(INPUT MATERIAL)
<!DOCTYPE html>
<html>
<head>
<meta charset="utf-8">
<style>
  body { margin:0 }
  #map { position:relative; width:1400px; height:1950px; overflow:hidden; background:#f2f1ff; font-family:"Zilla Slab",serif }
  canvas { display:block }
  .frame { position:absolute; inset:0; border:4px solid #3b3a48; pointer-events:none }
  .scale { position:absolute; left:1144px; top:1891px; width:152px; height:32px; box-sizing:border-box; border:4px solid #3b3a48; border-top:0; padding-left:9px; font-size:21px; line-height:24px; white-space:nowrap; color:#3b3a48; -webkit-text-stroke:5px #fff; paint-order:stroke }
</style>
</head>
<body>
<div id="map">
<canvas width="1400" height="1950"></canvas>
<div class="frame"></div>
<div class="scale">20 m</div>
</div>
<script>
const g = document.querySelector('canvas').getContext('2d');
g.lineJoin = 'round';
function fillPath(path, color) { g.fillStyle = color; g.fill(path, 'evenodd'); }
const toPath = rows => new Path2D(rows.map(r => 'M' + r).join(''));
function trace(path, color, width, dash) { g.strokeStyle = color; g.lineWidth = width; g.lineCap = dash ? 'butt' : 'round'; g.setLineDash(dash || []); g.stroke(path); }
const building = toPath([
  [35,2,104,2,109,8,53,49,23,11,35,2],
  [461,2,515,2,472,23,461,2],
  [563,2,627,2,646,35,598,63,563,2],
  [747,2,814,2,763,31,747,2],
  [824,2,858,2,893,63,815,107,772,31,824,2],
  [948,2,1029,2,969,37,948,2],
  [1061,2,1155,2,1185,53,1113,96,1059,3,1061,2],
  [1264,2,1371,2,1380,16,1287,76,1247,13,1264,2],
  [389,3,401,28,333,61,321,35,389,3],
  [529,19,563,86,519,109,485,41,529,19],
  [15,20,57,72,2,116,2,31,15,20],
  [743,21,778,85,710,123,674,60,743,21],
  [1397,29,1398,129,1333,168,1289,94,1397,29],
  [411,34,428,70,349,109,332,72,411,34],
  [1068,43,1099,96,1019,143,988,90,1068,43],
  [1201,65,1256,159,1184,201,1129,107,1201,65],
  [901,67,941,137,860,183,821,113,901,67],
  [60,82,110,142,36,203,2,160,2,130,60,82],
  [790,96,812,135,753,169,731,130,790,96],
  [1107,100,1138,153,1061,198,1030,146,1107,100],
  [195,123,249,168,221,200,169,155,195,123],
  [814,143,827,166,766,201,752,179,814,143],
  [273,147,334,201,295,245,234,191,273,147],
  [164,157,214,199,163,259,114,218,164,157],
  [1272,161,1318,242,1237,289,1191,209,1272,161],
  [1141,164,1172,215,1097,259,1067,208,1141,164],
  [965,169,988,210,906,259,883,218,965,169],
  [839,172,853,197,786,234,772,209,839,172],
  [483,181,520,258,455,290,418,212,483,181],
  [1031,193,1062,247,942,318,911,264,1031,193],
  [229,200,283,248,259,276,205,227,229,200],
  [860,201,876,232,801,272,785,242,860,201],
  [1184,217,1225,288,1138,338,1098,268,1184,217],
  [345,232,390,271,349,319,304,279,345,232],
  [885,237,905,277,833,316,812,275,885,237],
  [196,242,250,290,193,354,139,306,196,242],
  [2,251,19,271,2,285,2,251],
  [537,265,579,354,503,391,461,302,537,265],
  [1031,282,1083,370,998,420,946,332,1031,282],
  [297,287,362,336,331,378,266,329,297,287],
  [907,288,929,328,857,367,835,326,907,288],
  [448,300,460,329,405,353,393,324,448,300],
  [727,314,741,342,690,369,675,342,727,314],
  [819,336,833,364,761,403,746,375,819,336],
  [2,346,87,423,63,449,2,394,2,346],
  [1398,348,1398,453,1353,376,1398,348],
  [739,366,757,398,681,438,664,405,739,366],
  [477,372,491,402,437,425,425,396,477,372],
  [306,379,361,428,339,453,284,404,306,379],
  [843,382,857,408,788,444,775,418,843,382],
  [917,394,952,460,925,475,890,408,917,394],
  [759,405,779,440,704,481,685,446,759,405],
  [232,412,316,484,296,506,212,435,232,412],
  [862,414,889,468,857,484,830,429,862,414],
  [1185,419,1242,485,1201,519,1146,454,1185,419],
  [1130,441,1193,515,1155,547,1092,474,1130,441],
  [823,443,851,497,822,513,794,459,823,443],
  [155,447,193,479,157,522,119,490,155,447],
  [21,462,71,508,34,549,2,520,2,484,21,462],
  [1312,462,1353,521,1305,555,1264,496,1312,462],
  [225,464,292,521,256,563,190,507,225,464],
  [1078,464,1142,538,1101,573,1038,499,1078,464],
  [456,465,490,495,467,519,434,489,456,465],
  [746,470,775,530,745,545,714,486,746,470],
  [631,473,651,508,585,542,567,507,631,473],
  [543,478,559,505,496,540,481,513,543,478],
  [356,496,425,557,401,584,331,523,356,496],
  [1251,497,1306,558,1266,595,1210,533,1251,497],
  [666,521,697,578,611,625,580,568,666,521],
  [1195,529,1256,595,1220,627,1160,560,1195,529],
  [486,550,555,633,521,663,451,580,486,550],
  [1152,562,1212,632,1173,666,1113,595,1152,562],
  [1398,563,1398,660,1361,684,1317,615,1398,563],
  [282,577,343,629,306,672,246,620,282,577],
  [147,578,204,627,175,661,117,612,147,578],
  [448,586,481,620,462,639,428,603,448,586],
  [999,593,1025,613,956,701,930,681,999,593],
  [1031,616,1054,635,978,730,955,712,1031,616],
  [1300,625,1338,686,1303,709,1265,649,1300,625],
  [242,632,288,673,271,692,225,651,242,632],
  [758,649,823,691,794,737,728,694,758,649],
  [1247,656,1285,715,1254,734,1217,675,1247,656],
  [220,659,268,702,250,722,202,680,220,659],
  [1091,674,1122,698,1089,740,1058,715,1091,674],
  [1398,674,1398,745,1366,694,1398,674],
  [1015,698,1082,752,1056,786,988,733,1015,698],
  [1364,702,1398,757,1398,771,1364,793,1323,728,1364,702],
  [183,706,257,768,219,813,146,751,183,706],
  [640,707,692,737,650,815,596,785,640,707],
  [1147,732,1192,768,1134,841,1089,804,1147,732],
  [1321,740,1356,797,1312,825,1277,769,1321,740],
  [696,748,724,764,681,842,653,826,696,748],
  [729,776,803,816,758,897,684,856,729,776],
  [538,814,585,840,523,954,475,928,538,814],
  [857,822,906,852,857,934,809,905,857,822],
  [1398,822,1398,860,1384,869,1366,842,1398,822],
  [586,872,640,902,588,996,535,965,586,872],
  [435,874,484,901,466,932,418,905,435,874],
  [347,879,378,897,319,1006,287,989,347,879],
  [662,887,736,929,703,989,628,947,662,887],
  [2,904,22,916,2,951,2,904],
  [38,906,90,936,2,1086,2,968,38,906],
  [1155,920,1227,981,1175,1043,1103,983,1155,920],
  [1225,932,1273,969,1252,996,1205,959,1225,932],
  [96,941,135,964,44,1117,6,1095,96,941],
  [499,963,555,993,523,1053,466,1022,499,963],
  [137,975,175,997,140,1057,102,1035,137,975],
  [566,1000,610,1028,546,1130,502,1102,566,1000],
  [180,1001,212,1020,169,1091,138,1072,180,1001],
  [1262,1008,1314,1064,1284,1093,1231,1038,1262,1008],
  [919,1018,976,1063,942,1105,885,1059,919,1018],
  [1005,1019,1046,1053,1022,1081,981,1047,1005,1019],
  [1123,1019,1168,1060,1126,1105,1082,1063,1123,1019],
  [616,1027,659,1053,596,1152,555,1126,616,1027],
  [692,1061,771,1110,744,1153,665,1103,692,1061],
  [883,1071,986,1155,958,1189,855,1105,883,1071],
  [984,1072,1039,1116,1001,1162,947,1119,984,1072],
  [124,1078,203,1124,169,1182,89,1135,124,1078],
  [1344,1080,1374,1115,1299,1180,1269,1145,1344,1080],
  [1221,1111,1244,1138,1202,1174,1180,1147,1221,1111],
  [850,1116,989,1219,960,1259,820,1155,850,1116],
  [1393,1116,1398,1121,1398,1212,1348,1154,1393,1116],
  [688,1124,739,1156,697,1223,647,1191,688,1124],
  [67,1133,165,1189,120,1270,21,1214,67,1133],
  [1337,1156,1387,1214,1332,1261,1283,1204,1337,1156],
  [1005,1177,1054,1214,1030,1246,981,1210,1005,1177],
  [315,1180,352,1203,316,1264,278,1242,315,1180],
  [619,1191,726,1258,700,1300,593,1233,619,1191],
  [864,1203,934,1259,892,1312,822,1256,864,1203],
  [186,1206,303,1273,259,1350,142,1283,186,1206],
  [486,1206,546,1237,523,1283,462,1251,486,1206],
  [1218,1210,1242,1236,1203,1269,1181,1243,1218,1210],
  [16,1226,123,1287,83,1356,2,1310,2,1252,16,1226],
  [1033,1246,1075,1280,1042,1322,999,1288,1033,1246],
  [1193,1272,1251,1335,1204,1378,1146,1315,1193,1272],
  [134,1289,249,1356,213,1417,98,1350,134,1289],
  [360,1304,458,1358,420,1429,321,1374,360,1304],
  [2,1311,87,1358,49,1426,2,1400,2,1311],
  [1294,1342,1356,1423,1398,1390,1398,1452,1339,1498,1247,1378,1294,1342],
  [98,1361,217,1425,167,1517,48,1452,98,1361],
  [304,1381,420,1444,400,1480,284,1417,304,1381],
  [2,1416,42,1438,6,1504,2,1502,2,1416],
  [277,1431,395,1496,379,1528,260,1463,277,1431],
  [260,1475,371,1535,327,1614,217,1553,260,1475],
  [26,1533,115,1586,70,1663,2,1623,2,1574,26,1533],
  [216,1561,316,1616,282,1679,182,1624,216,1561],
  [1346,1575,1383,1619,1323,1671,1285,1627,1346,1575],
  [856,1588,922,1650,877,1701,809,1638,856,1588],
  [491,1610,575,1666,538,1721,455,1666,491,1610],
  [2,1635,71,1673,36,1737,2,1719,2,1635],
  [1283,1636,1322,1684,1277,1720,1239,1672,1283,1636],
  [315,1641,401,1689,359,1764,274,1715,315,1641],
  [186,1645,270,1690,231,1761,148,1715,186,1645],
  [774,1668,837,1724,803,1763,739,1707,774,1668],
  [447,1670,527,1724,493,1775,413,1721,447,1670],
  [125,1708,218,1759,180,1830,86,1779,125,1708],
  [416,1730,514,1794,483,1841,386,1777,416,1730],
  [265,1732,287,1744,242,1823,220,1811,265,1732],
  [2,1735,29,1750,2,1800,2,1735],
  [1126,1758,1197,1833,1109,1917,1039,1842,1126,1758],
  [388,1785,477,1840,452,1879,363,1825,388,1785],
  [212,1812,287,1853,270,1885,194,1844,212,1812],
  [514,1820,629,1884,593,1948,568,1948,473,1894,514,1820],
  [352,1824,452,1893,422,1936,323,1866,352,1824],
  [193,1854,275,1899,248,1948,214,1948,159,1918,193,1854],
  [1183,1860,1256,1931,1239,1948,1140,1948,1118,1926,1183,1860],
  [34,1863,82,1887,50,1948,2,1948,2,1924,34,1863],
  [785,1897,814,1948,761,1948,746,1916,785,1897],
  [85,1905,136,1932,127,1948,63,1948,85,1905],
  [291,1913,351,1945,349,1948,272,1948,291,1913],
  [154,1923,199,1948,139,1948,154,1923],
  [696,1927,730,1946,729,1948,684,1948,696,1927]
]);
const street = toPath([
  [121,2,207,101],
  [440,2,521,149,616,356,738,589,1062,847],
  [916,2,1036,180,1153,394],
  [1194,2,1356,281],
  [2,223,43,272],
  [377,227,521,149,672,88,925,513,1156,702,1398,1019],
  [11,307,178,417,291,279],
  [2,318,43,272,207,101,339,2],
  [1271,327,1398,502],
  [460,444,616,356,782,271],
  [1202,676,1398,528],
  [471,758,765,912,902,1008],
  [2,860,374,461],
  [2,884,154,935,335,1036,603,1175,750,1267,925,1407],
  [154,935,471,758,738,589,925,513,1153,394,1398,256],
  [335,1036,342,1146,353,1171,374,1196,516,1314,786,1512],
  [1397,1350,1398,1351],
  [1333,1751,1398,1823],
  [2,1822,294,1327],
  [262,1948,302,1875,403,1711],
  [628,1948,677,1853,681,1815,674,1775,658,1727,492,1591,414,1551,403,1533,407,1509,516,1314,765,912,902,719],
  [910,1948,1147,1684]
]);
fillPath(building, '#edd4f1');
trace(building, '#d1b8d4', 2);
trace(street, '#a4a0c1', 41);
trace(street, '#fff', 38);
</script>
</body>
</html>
(End INPUT MATERIAL)
ACTIVITY – Filter the lines above so that only those with the string "canvas" remain, then copy them.

EXERCISE SOLUTION –
  canvas { display:block }
<canvas width="1400" height="1950"></canvas>
const g = document.querySelector('canvas').getContext('2d');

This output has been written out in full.